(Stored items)
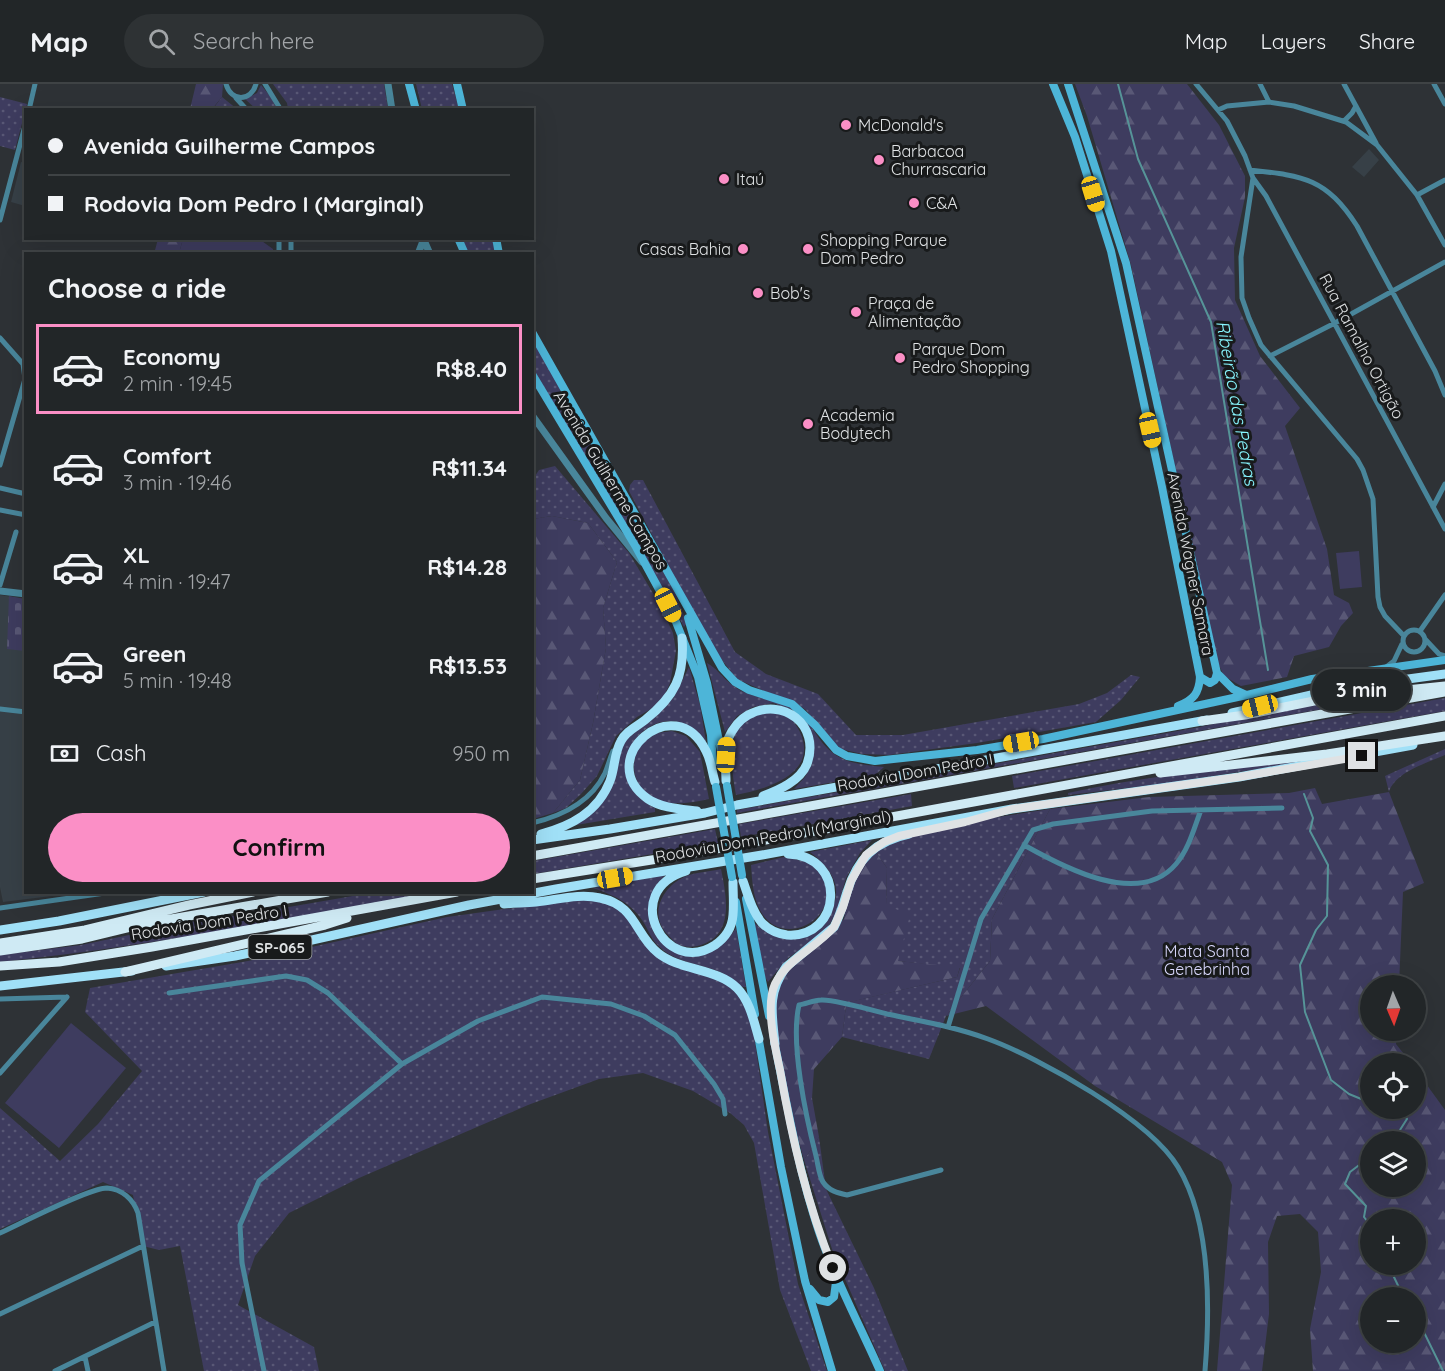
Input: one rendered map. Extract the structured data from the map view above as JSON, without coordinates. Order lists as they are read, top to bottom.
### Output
{
  "streets": {
    "highway": ["Rodovia Dom Pedro I", "Rodovia Dom Pedro I (Marginal)", "SP-065"],
    "main road": ["Avenida Guilherme Campos", "Avenida Wagner Samara"],
    "street": ["Rua Ramalho Ortigão"]
  },
  "crossings": [
    ["Avenida Guilherme Campos", "Avenida Wagner Samara"]
  ],
  "water": ["Ribeirão das Pedras"],
  "parks": ["Mata Santa Genebrinha"],
  "places": [
    "McDonald's",
    "Barbacoa Churrascaria",
    "Itaú",
    "C&A",
    "Casas Bahia",
    "Shopping Parque Dom Pedro",
    "Bob's",
    "Praça de Alimentação",
    "Parque Dom Pedro Shopping",
    "Academia Bodytech"
  ],
  "north": "bottom",
  "page": {
    "header": "Map",
    "search": "Search here",
    "nav": ["Map", "Layers", "Share"],
    "banner": ["Avenida Guilherme Campos", "Rodovia Dom Pedro I (Marginal)"],
    "heading": "Choose a ride",
    "list": [
      {
        "name": "Economy",
        "note": "2 min · 19:45",
        "value": "R$8.40"
      },
      {
        "name": "Comfort",
        "note": "3 min · 19:46",
        "value": "R$11.34"
      },
      {
        "name": "XL",
        "note": "4 min · 19:47",
        "value": "R$14.28"
      },
      {
        "name": "Green",
        "note": "5 min · 19:48",
        "value": "R$13.53"
      }
    ],
    "bubble": "3 min",
    "pay": ["Cash", "950 m"],
    "buttons": "Confirm",
    "map_buttons": ["+", "−"]
  }
}
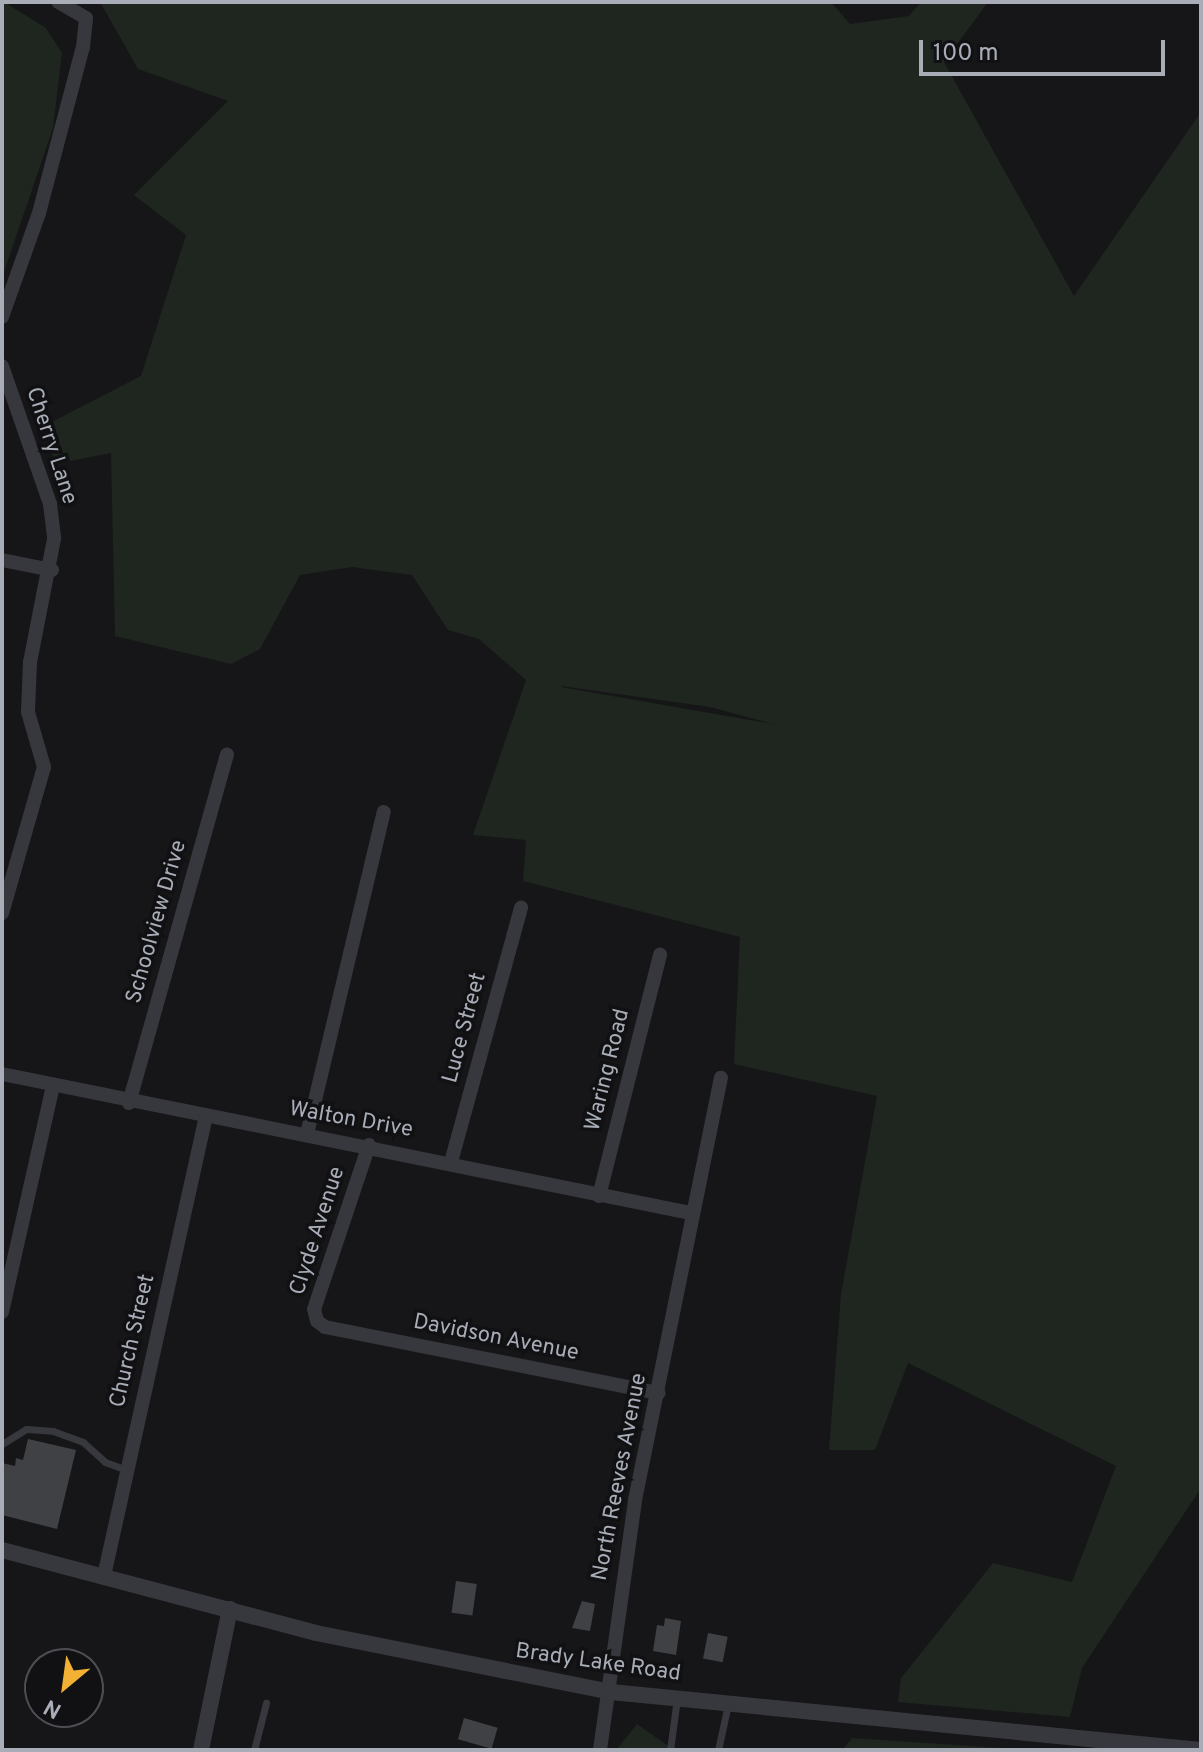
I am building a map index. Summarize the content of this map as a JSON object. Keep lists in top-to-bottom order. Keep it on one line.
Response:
{"streets":{"street":["Cherry Lane","Schoolview Drive","Luce Street","Waring Road","Walton Drive","Clyde Avenue","Davidson Avenue","Church Street","North Reeves Avenue","Brady Lake Road"]},"crossings":[["Schoolview Drive","Walton Drive"],["Luce Street","Walton Drive"],["Waring Road","Walton Drive"],["Walton Drive","Clyde Avenue"],["Walton Drive","Church Street"],["Walton Drive","North Reeves Avenue"],["Clyde Avenue","Davidson Avenue"],["Davidson Avenue","North Reeves Avenue"],["Church Street","Brady Lake Road"],["North Reeves Avenue","Brady Lake Road"]],"scale_bar":"100 m","north":"bottom left"}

## YOUR INSTRUCTIONS
Write the entries out again exactly as they appear, with the pictures omitted.

## TASK RESULT
Input: one rendered map. Extract the structured data from the map view above as JSON, without coordinates. Order lists as they are read, top to bottom.
### Output
{
  "streets": {
    "highway": ["Rodovia Dom Pedro I", "Rodovia Dom Pedro I (Marginal)", "SP-065"],
    "main road": ["Avenida Guilherme Campos", "Avenida Wagner Samara"],
    "street": ["Rua Ramalho Ortigão"]
  },
  "crossings": [
    ["Avenida Guilherme Campos", "Avenida Wagner Samara"]
  ],
  "water": ["Ribeirão das Pedras"],
  "parks": ["Mata Santa Genebrinha"],
  "places": [
    "McDonald's",
    "Barbacoa Churrascaria",
    "Itaú",
    "C&A",
    "Casas Bahia",
    "Shopping Parque Dom Pedro",
    "Bob's",
    "Praça de Alimentação",
    "Parque Dom Pedro Shopping",
    "Academia Bodytech"
  ],
  "north": "bottom",
  "page": {
    "header": "Map",
    "search": "Search here",
    "nav": ["Map", "Layers", "Share"],
    "banner": ["Avenida Guilherme Campos", "Rodovia Dom Pedro I (Marginal)"],
    "heading": "Choose a ride",
    "list": [
      {
        "name": "Economy",
        "note": "2 min · 19:45",
        "value": "R$8.40"
      },
      {
        "name": "Comfort",
        "note": "3 min · 19:46",
        "value": "R$11.34"
      },
      {
        "name": "XL",
        "note": "4 min · 19:47",
        "value": "R$14.28"
      },
      {
        "name": "Green",
        "note": "5 min · 19:48",
        "value": "R$13.53"
      }
    ],
    "bubble": "3 min",
    "pay": ["Cash", "950 m"],
    "buttons": "Confirm",
    "map_buttons": ["+", "−"]
  }
}
I am building a map index. Summarize the content of this map as a JSON object. Keep lists in top-to-bottom order. Keep it on one line.
Response:
{"streets":{"street":["Cherry Lane","Schoolview Drive","Luce Street","Waring Road","Walton Drive","Clyde Avenue","Davidson Avenue","Church Street","North Reeves Avenue","Brady Lake Road"]},"crossings":[["Schoolview Drive","Walton Drive"],["Luce Street","Walton Drive"],["Waring Road","Walton Drive"],["Walton Drive","Clyde Avenue"],["Walton Drive","Church Street"],["Walton Drive","North Reeves Avenue"],["Clyde Avenue","Davidson Avenue"],["Davidson Avenue","North Reeves Avenue"],["Church Street","Brady Lake Road"],["North Reeves Avenue","Brady Lake Road"]],"scale_bar":"100 m","north":"bottom left"}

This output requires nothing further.